DIRECTIONS —
Every line of the data below that holds the string "Find" needs to be reported.

INPUT FOR THIS TASK —
▬▬▬▬▬▬

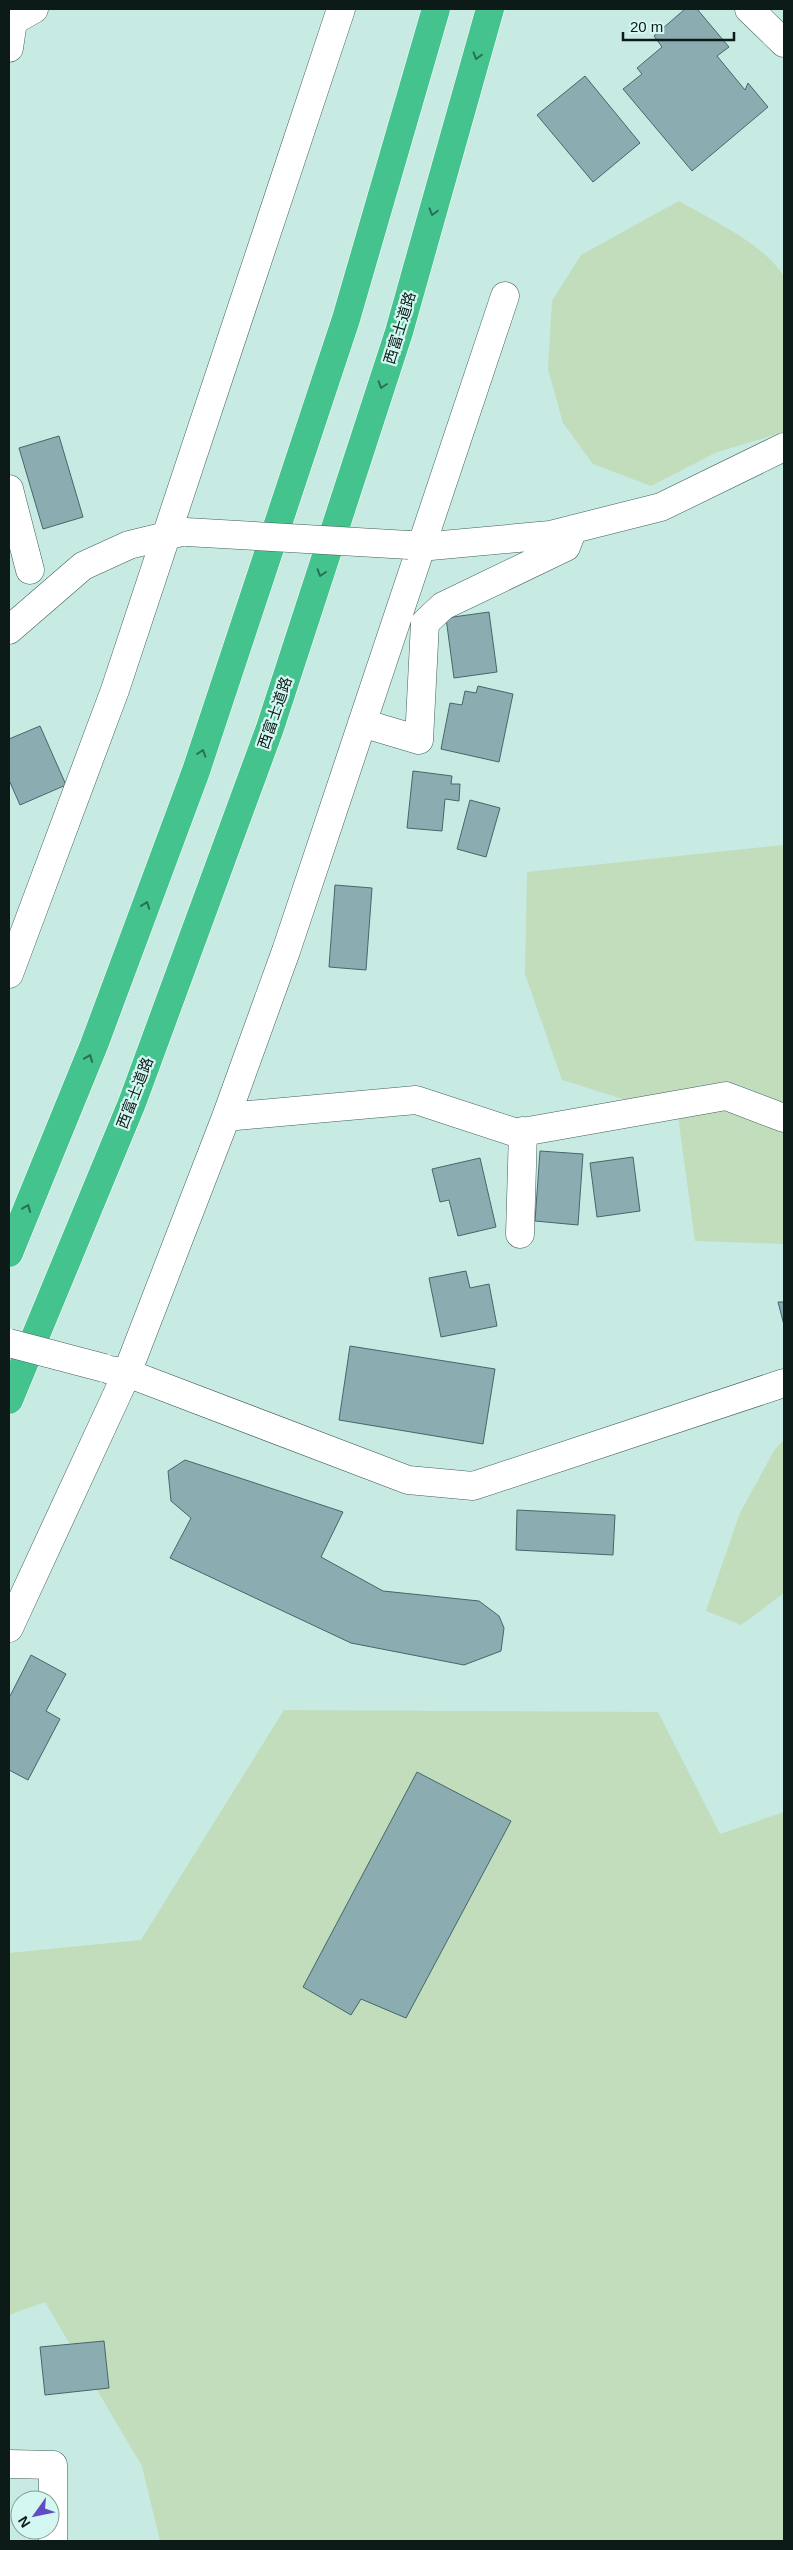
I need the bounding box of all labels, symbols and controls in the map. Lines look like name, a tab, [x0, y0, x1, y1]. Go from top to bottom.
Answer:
scale bar	[623, 10, 734, 42]
text: 20 m	[630, 18, 663, 35]
one-way arrow	[473, 51, 483, 59]
one-way arrow	[428, 208, 439, 216]
street label: 西富士道路	[380, 289, 419, 366]
one-way arrow	[378, 380, 388, 388]
one-way arrow	[317, 568, 327, 576]
street label: 西富士道路	[254, 675, 295, 751]
one-way arrow	[196, 749, 206, 758]
one-way arrow	[140, 902, 150, 910]
one-way arrow	[83, 1054, 93, 1063]
street label: 西富士道路	[113, 1055, 156, 1131]
one-way arrow	[21, 1204, 32, 1213]
north arrow	[10, 2490, 60, 2540]
text: N	[15, 2513, 34, 2531]

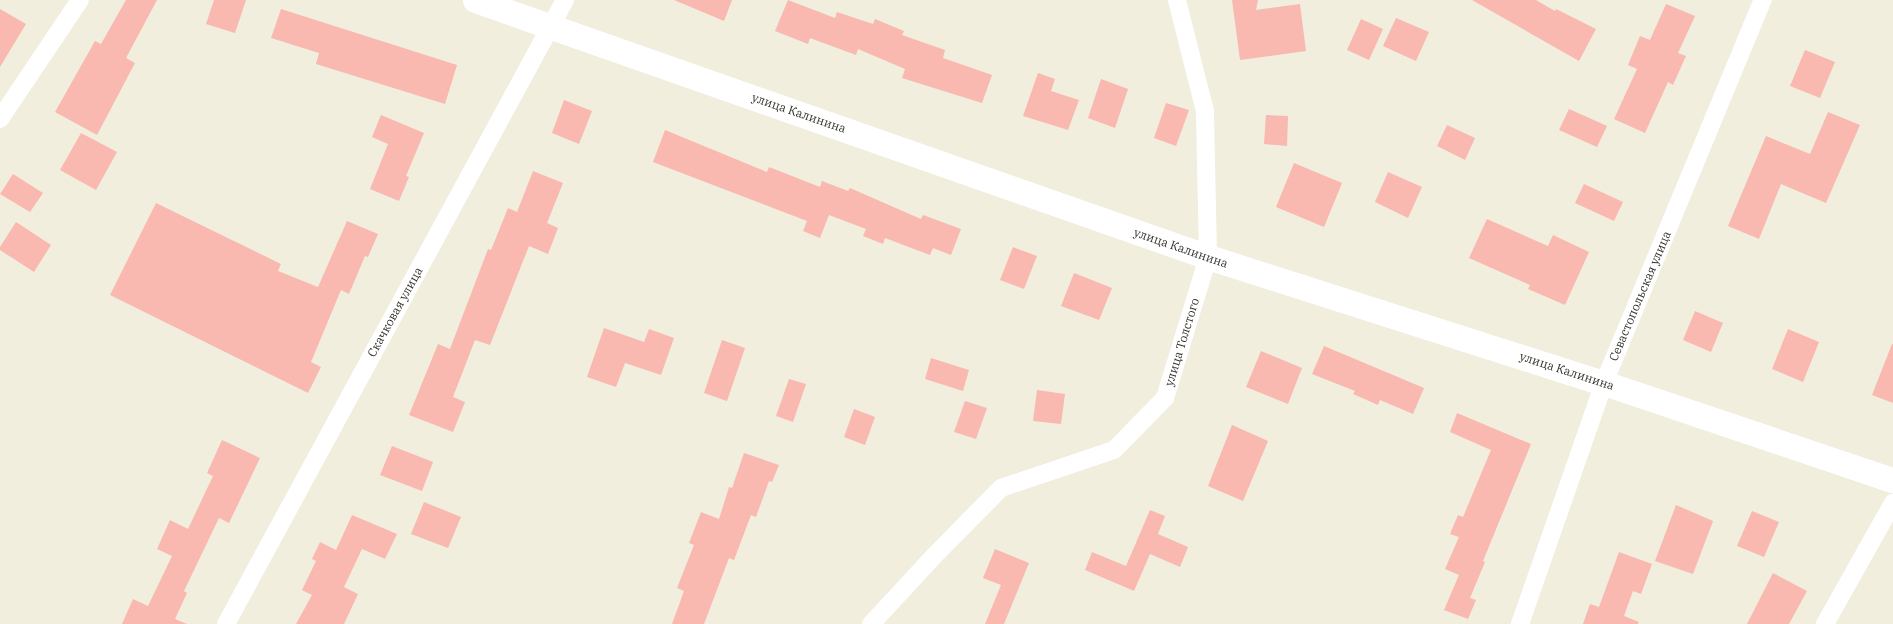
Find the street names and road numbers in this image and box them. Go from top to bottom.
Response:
street label: улица Калинина [750,90,848,136]
street label: улица Калинина [1132,225,1230,271]
street label: Севастопольская улица [1606,229,1674,363]
street label: Скачковая улица [364,265,426,359]
street label: улица Толстого [1162,296,1202,388]
street label: улица Калинина [1518,349,1616,393]

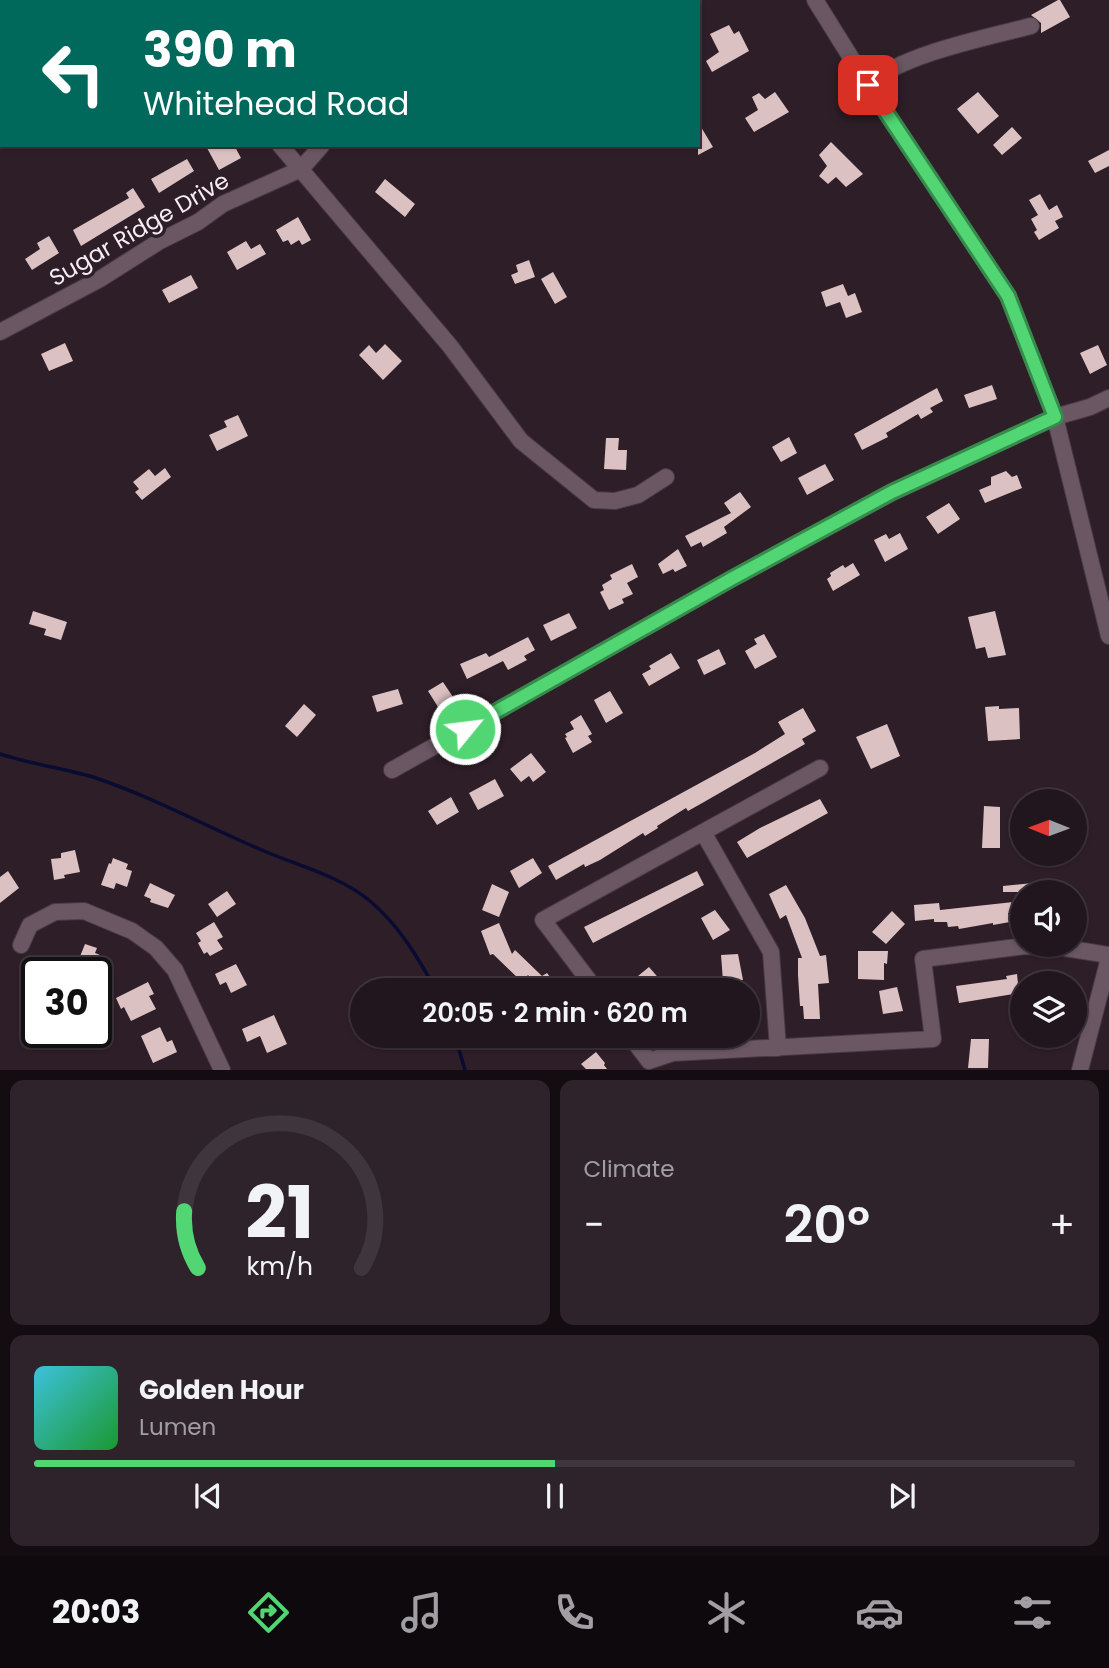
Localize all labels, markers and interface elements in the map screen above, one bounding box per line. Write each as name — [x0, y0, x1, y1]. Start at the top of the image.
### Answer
text: 390 m — [143, 16, 297, 84]
icon: left — [28, 28, 119, 119]
pin — [838, 55, 898, 115]
icon: arrive — [849, 66, 887, 104]
text: Whitehead Road — [143, 81, 409, 126]
street label: Sugar Ridge Drive — [43, 164, 235, 294]
position arrow — [428, 692, 502, 766]
north arrow — [1010, 789, 1087, 866]
map controls — [1010, 789, 1087, 1048]
button: sound — [1010, 880, 1087, 957]
speed limit sign: 30 — [21, 957, 112, 1048]
button: layers — [1010, 971, 1087, 1048]
text: 20:05 · 2 min · 620 m — [422, 995, 688, 1031]
text: Climate — [584, 1153, 674, 1185]
text: 21 — [245, 1163, 314, 1264]
text: 20° — [783, 1188, 870, 1261]
text: − — [584, 1198, 604, 1251]
text: + — [1049, 1198, 1075, 1251]
text: km/h — [246, 1249, 313, 1284]
text: Golden Hour — [139, 1372, 304, 1408]
text: Lumen — [139, 1411, 216, 1443]
icon: previous — [189, 1477, 227, 1515]
icon: pause — [536, 1477, 574, 1515]
icon: next — [883, 1477, 921, 1515]
icon: directions — [244, 1588, 293, 1637]
icon: music — [397, 1588, 446, 1637]
icon: phone — [550, 1588, 599, 1637]
icon: climate — [702, 1588, 751, 1637]
icon: car — [855, 1588, 904, 1637]
icon: filters — [1008, 1588, 1057, 1637]
text: 20:03 — [52, 1589, 140, 1634]

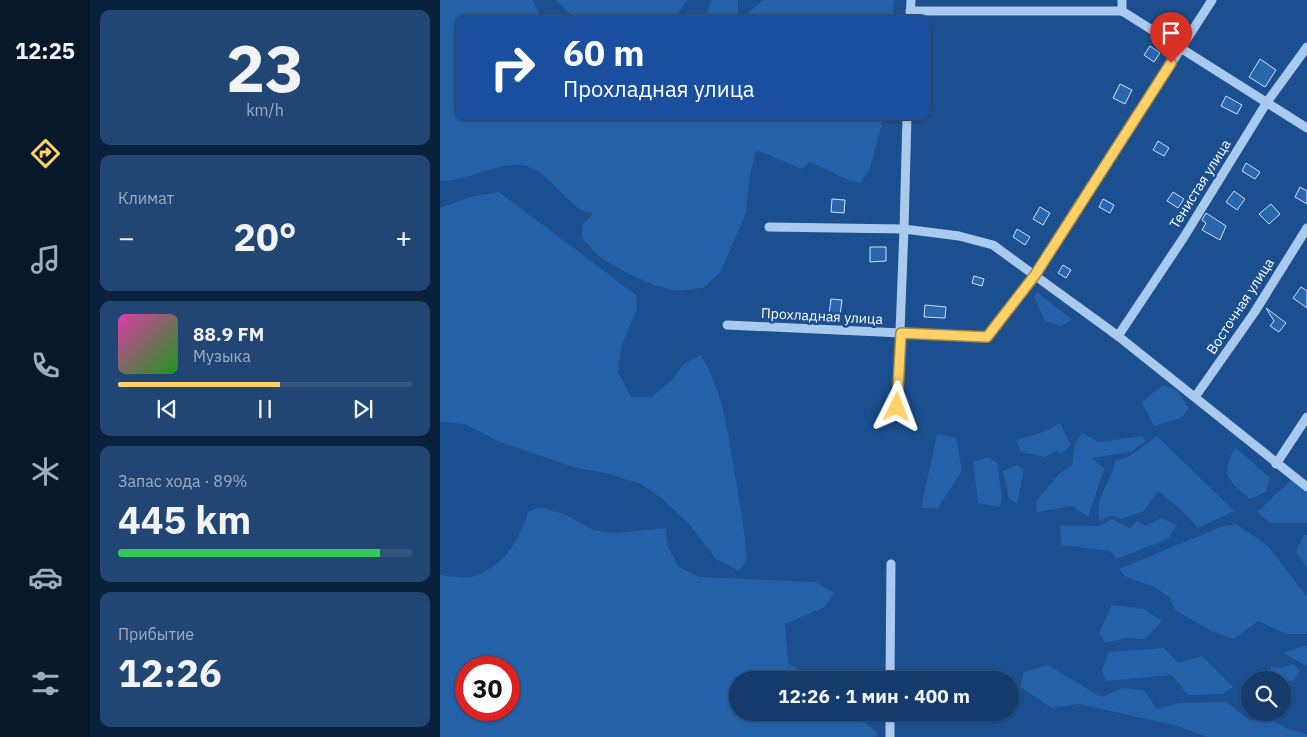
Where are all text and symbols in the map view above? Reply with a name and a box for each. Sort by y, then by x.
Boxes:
pin [1150,12,1192,63]
icon: arrive [1157,19,1185,47]
text: 23 [226,25,304,110]
text: 60 m [563,30,645,76]
icon: right [480,35,545,100]
text: 12:25 [15,36,75,65]
text: Прохладная улица [563,74,755,103]
text: km/h [246,100,284,120]
icon: directions [28,136,63,171]
street label: Тенистая улица [1165,136,1235,232]
text: Климат [118,188,174,208]
text: 20° [233,212,297,261]
text: − [118,219,135,256]
text: + [395,219,412,256]
icon: music [28,242,63,277]
street label: Восточная улица [1202,254,1278,358]
street label: Прохладная улица [761,304,884,328]
text: 88.9 FM [193,322,264,346]
text: Музыка [193,346,251,366]
icon: phone [28,348,63,383]
position arrow [870,380,922,432]
icon: previous [153,395,181,423]
icon: pause [251,395,279,423]
icon: next [349,395,377,423]
icon: climate [28,454,63,489]
text: Запас хода · 89% [118,471,247,491]
text: 445 km [118,495,251,544]
icon: car [28,560,63,595]
text: Прибытие [118,624,194,644]
text: 12:26 [118,648,222,697]
speed limit sign: 30 [455,656,520,721]
icon: filters [28,666,63,701]
map controls [1241,671,1291,721]
button: search [1241,671,1291,721]
text: 12:26 · 1 мин · 400 m [778,684,970,708]

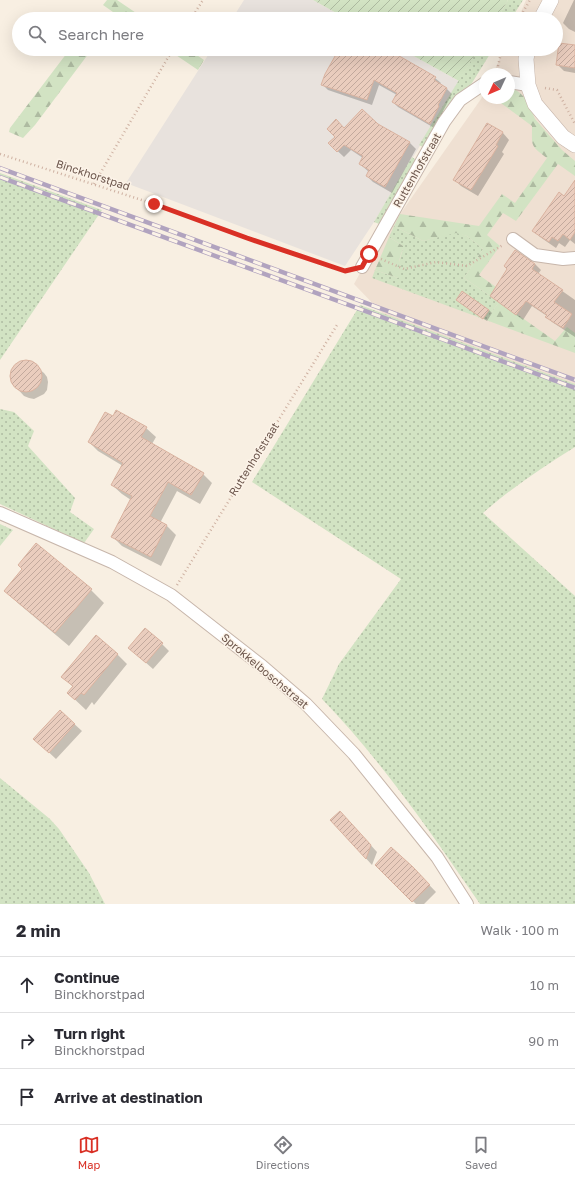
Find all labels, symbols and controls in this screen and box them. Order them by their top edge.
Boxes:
search box [12,12,563,56]
icon: search [26,23,48,45]
text: Search here [58,25,144,43]
north arrow [479,68,515,104]
street label: Ruttenhofstraat [390,130,443,209]
street label: Binckhorstpad [55,156,132,193]
route end [145,195,163,213]
route start [360,245,378,263]
street label: Ruttenhofstraat [226,420,281,498]
street label: Sprokkelboschstraat [219,630,312,711]
text: 2 min [16,920,60,941]
text: Walk · 100 m [481,922,559,938]
text: Continue [54,968,120,986]
icon: ahead [16,974,38,996]
text: 10 m [530,977,559,993]
text: Binckhorstpad [54,986,145,1002]
text: Turn right [54,1024,125,1042]
icon: right [16,1030,38,1052]
text: 90 m [528,1033,559,1049]
text: Binckhorstpad [54,1042,145,1058]
icon: arrive [16,1086,38,1108]
text: Arrive at destination [54,1088,203,1106]
tab: Map [78,1134,100,1171]
tab: Directions [256,1134,310,1171]
tab: Saved [465,1134,497,1171]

▬▬▬▬▬▬

RESPONSE AREA —
Find the street names and road numbers in this image and box them. Go from top to bottom.
Find all labels, symbols and controls in this screen and box them. Order them by their top edge.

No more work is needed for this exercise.